That week away is surface, but it’s been some time since you got unclothed in public. We get that. Out of outrageous tends to mean out mind, though, and we’re betting that your below-the-neck adapting game has slipped since last beach season.
When you really pop open that shirt, it’s too late. To make sure people don’t reckon you’ve washed ashore, follow these preliminary steps to insure you’re not cropped out of everyone else’s holiday snaps.
Get A Trim
You’re comate. No issues here. But a back rug doesn’t play well with wet sand. Unless you destitution to take the beach home, you need a tidy up.
Back stubble isn’t trending, granting, so swap the razor for Smoothskin’s home hair shifter. Its IPL technology (feel favourably impressed by a laser, but that won’t burn your corneas off) blasts away unwanted fur and carry on the follicles closed until next year’s getaway. But use sparingly. A indulge smooth chest is for, well, babies. And Cristiano Ronaldo.
Smoothskin for Men, at ones disposal at Smoothskin, priced £299.
(Related: How to groom below the belt)
Put Your A- Foot Forward
Even if you keep your feet barred in lace-ups back home, Mediterranean sun makes those sandals much multifarious tempting. But you need to snip, trim and buff before you bear in mind freeing them.
Pigeon feet put other guests off the buffet. Neat the hair down with scissors – as soon as you don’t look adore a Hobbit, stop – then focus on your nails. Beautify them square so the edges don’t dig into your skin, then buff flush with a file.
Sonnenschein’s German steel will score through even the most hardened of talons. Just try to refuse the urge to varnish.
Sonnenschein Exclusiv Quality German 9 Fragment Black Leather Manicure Set, available at Executive Shaving, outlaid £50.
Apply A Base Layer
The sun is all sorts of terrible for your pellicle. But it seems a waste to spend a week covered up in the shade. You can at spoonful shun the pre-holiday sunbed, whose golden glow happens with a side of melanoma.
Instead, fake it till the verifiable sun makes it. An overnight tangoing raises office eyebrows, so go old-fogeyish and steady. James Read’s gradual tan cream bestows its warmth naturally over a few weeks, hydrates your about-to-be-baked flay with hyaluronic acid, and won’t stain your bedding.

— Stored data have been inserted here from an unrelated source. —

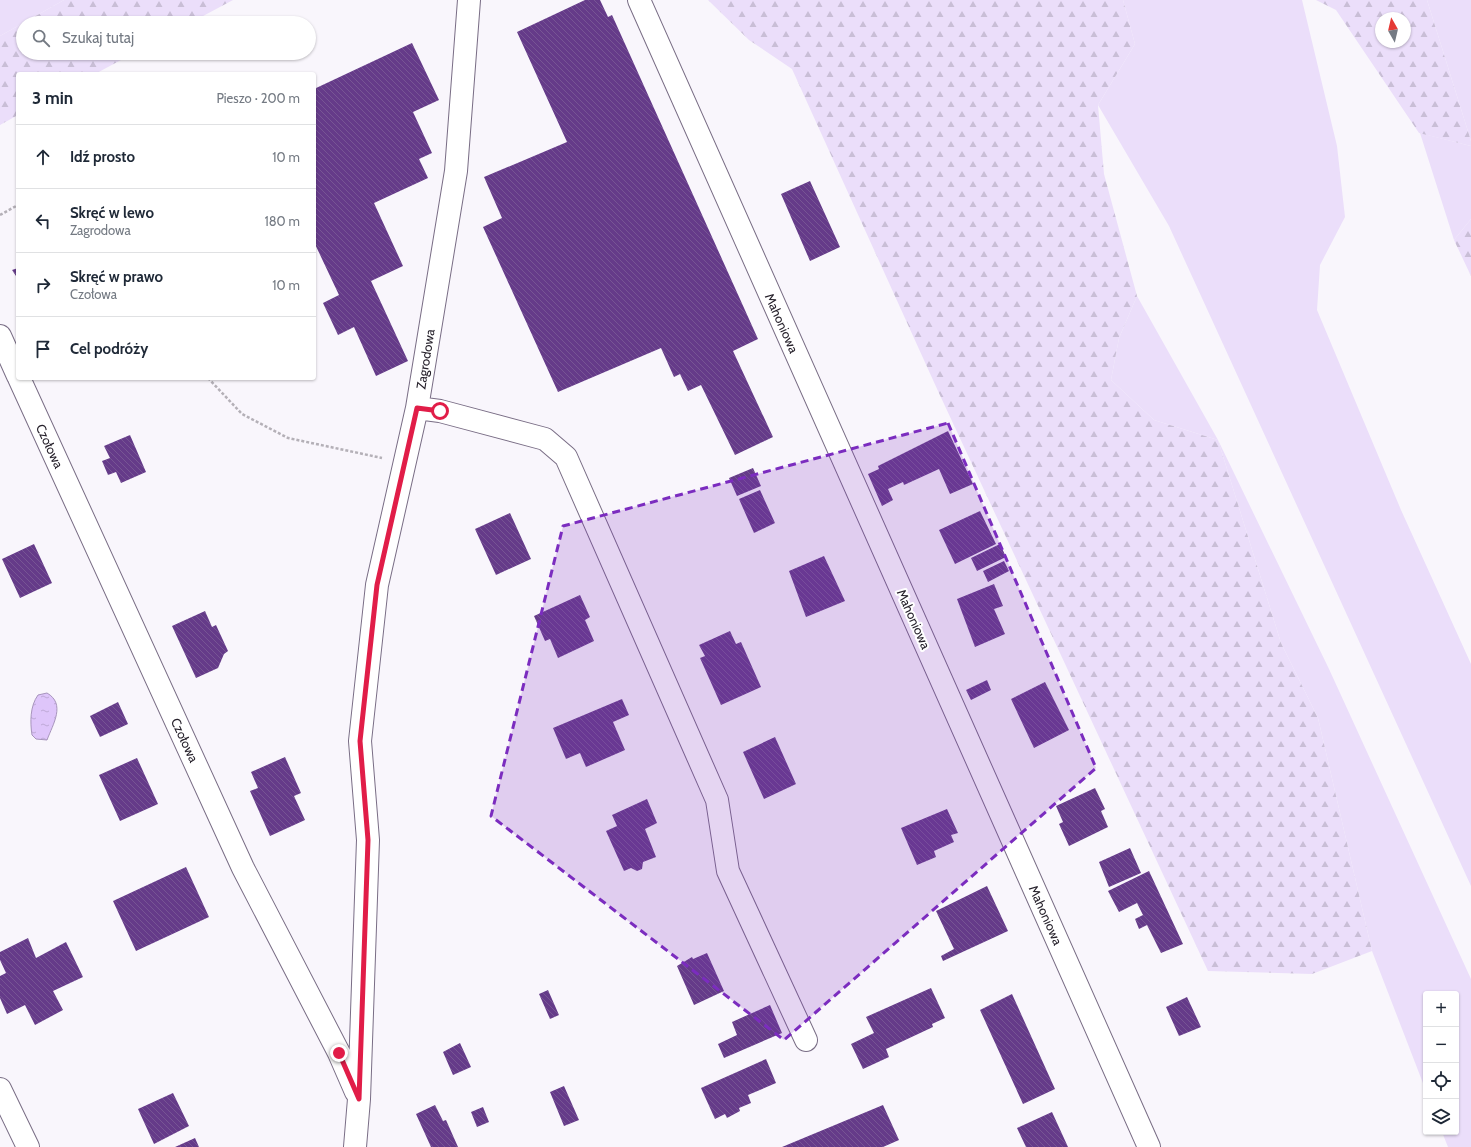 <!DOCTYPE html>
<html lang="pl">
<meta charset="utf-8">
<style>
:root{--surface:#fff;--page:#f6f6f7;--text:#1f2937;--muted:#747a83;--line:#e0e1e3}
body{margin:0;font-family:Cabin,sans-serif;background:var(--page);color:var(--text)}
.controls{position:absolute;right:12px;bottom:12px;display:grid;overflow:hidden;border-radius:4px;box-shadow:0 1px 3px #0004}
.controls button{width:36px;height:36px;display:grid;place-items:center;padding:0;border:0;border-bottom:1px solid var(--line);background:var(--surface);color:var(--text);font:20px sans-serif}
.compass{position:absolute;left:1375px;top:12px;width:36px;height:36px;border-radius:50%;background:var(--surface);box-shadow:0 1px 3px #0004;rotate:352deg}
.stop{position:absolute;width:12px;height:12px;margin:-9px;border:3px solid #e11d48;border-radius:50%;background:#fff}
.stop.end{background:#e11d48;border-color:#fff;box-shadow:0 1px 4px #0008}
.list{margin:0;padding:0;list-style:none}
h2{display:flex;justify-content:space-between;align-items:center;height:52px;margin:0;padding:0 16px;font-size:17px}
h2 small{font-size:13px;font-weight:400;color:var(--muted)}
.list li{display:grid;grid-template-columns:26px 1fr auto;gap:12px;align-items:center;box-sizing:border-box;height:64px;padding:0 16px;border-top:1px solid var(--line)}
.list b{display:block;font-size:15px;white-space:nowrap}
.list p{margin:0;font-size:13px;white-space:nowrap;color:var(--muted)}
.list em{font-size:13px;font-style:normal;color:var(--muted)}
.icon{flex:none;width:22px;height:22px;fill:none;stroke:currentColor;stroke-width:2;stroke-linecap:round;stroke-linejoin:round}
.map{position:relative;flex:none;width:1471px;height:1147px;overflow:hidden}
.search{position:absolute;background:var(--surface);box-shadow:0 1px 3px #0004;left:16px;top:16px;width:300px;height:44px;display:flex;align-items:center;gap:10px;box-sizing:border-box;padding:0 14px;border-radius:22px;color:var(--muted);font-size:15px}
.panel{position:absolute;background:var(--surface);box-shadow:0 1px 3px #0004;left:16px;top:72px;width:300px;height:308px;border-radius:4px}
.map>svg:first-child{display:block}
.green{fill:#ebdefa}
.forest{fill:url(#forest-firs);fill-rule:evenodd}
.water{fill:url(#water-ripples);stroke:#a794bc}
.building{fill:url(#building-back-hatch)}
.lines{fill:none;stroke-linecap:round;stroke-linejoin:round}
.minor-casing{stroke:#796d85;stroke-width:24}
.path{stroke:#b4b0b7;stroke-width:2.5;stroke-dasharray:3 2;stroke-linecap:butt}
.minor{stroke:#fff;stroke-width:22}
.route{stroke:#e11d48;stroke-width:5}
.marked{fill:#7b2cbf;fill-opacity:0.2;stroke:#7b2cbf;stroke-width:3;stroke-dasharray:8 5;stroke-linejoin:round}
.labels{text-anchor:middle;stroke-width:4;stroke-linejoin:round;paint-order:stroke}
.street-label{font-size:13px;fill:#26212b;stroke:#fff}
</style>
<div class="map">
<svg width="1471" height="1147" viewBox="0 0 1471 1147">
<defs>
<pattern id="forest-firs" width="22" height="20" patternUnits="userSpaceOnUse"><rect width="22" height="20" fill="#ebdefa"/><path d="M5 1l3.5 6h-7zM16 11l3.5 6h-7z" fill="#c9bed6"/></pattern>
<pattern id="water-ripples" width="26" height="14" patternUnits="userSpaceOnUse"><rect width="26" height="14" fill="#dec5fa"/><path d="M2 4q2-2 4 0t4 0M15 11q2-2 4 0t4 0" fill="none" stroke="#bea9d6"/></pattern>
<pattern id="building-back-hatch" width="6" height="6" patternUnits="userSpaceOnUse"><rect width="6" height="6" fill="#653b89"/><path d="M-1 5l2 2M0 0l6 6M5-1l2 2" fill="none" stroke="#775594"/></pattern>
</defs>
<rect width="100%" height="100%" fill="#f9f6fc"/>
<path class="green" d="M0 0H64L0 36Z
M1123 0H1302L1337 146 1345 217 1320 265 1317 310 1401 510 1471 664V886L1169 226 1098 105 1135 44Z
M1427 0H1471V141Z
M1420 133 1471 146V219L1454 240Z
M1137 296 1218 440 1329 669 1471 979V1147H1448L1442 1132H1456V994H1426V1091L1372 951 1318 718 1281 643 1218 440 1154 420 1111 380 1119 338Z"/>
<path class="forest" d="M64 0H233L190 23H23V53H134L95 74H18V115L0 125V36Z
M708 0H1123L1135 44 1098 105 1104 174 1137 296 1119 338 1111 380 1154 420 1218 440 1281 643 1318 718 1372 951 1312 974 1208 971 938 391 792 69 749 40Z
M1316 0H1427L1471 141V146L1419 133 1336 10ZM1381 18H1405V42H1381Z
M1471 219V276L1454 240Z"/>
<path class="water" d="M47 693C66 704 53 724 47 740L36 739 32 735C30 722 30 706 38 695Z"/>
<path class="building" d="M585 0H600L608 17 612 15 758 339 733 351 773 437 735 455 701 385 688 391 680 374 674 377 661 348 558 392 483 227 502 218 484 177 567 142 517 32Z
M412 43 439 100 413 112 432 153 419 159 428 178 374 203 403 266 371 281 408 361 376 376 354 327 338 335 323 303 339 295 314 242V89Z
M810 181 840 247 810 261 781 194Z
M18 268V279L12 270Z
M948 431 973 484 950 494 939 469 904 485 903 482 888 489 893 500 882 506 868 474 879 469 878 466Z
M130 435 146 472 121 483 116 472 108 475 102 461 110 458 104 446Z
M753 468 761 486 737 496 729 478Z
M760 490 775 523 754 533 739 499Z
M980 511 996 544 955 564 939 530Z
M510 513 531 559 496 575 475 529Z
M34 544 52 583 20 598 2 559Z
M1000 544 1006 557 977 571 971 558Z
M824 556 845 601 806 617 789 571Z
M1004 561 1009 571 988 582 983 571Z
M994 584 1003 606 994 609 1005 634 975 647 957 599Z
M580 595 590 617 585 620 594 641 558 658 550 639 545 641 534 616Z
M205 611 212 627 216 625 228 651 224 654 218 668 196 678 172 626Z
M730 631 736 644 741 642 761 687 721 705 700 658 705 656 699 645Z
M987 680 991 690 971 700 966 690Z
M1045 682 1069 730 1034 748 1011 699Z
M622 699 629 715 613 722 625 750 586 767 580 753 566 759 553 728Z
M118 702 128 724 100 737 90 716Z
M775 737 796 784 764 799 743 752Z
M285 757 301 793 294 796 305 820 270 836 250 791 258 788 251 772Z
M137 758 158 804 120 821 99 775Z
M1095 788 1105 809 1101 811 1108 827 1069 846 1059 824 1063 822 1056 806Z
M647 799 657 823 645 829 656 857 643 862 642 869 637 871 631 868 624 871 606 831 617 826 612 815Z
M947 809 958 833 951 835 954 842 934 851 936 857 917 865 901 828Z
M1130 848 1141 873 1109 887 1099 862Z
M186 867 209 917 136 951 113 901Z
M1149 871 1183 944 1161 953 1147 925 1139 929 1135 919 1143 915 1137 903 1119 912 1108 891Z
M987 886 1008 931 943 961 941 956 954 949 936 911Z
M28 938 36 958 66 942 83 977 53 991 63 1010 35 1025 25 1005 7 1014 0 998V976L6 973 0 960V952Z
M707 953 724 991 694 1005 677 966 692 957 693 959Z
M931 988 945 1018 932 1024 933 1027 886 1049 889 1057 863 1069 851 1044 874 1033 866 1017Z
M548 990 559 1015 550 1019 539 994Z
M1012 994 1055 1089 1023 1104 980 1010Z
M1187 997 1201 1027 1179 1036 1166 1007Z
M770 1005 782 1033 724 1058 718 1044 737 1035 732 1022Z
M460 1043 471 1067 453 1075 443 1052Z
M766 1059 776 1083 748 1095 751 1103 739 1108 740 1111 727 1118 725 1114 715 1119 701 1088Z
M564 1086 579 1120 564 1126 550 1092Z
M173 1093 189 1126 154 1144 138 1109Z
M435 1105 443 1121 446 1120 458 1147H431L416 1114Z
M883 1105 899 1140 883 1147H782Z
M483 1107 489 1122 477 1127 471 1112Z
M1052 1112 1068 1147H1026L1017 1128Z
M195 1138 199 1147H175Z"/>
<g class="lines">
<g class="minor-casing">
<path id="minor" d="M639 0 1149 1147
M0 336 18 376
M19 378 243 868 339 1053 356 1092
M417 408 440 411 545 439 566 457 717 800 728 871 806 1040
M0 1089 28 1147
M355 1147 359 1099 368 840 360 741 377 585 417 408 456 171 469 0"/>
</g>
<path class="path" d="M0 215 18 205
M208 378 242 414 288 438 382 458"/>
<use href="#minor" class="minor"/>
</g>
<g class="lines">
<path class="route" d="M339 1053 359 1099 368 840 360 741 377 585 417 408 440 411"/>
</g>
<path class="marked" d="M948 423 1096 768 784 1040 491 816 563 526Z"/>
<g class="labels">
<g class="street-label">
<text transform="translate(782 323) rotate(66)" y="5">Mahoniowa</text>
<text transform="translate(425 359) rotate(-81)" y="5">Zagrodowa</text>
<text transform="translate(50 446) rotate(65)" y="5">Czołowa</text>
<text transform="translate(914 619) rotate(66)" y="5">Mahoniowa</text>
<text transform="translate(185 740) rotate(65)" y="5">Czołowa</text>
<text transform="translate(1046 915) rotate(66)" y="5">Mahoniowa</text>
</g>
</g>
</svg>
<div class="controls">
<button>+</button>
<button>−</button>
<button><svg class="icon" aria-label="locate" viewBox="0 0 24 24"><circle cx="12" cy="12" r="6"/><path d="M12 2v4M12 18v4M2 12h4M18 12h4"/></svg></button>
<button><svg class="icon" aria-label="layers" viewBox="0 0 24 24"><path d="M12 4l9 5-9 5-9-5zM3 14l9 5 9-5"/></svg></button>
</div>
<svg class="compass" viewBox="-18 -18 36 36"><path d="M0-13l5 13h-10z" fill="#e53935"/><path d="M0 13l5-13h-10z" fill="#747a83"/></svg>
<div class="stop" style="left:440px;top:411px"></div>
<div class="stop end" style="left:339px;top:1053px"></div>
<div class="search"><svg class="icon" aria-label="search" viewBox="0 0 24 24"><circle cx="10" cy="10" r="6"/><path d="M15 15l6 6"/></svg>Szukaj tutaj</div>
<section class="panel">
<h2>3 min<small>Pieszo · 200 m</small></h2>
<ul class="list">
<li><svg class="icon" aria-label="ahead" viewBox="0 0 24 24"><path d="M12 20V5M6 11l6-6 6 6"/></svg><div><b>Idź prosto</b></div><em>10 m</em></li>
<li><svg class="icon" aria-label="left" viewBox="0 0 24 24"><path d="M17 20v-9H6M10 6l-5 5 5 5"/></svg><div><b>Skręć w lewo</b><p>Zagrodowa</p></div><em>180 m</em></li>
<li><svg class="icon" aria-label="right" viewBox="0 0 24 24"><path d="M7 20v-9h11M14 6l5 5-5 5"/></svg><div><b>Skręć w prawo</b><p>Czołowa</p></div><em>10 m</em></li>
<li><svg class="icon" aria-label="arrive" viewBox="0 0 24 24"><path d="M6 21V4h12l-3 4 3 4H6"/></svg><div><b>Cel podróży</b></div></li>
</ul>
</section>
</div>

James Present Day Tan Gradual, available at James Read, priced £30.
(Related: The man’s manage to self-tanning)
Get A Helping Six-Pack Hand
Been training all year for this? Cause the most of your hard-earned six-pack with AB Crew’s Severe Body Hydrator.
As well as nourishing skin its signature oceanic complex delves deeper, to hunt down and minimise subcutaneous fat storage. Let’s be open up: this isn’t a miracle cure – it won’t get rid of a beer belly before your aircraft takes off. But it will help make the most of what you’ve got, and could plodding the six-pack destroying impact of that all-inclusive.
AB Crew Penetrating Body Hydrator, available at The Grooming Clinic, priced £24.
(Interconnected: How to get a six-pack without a single sit-up)
Shoulder > Arms
On which note, if you’ve misplaced your seaside body entirely, all isn’t lost. You just need to refocus. The get you’re after tapers from broad shoulders to a narrow waist. And majority the former is easier than slimming the latter.
Most men pass over their shoulders, which means when you do target them, you get fast growth. Focus on heavy shoulder presses, lateral run ups, shrugs and rows, at least twice a week, and you’ll shift your V-shape the just way. And make everything below your neck look slimmer in relation.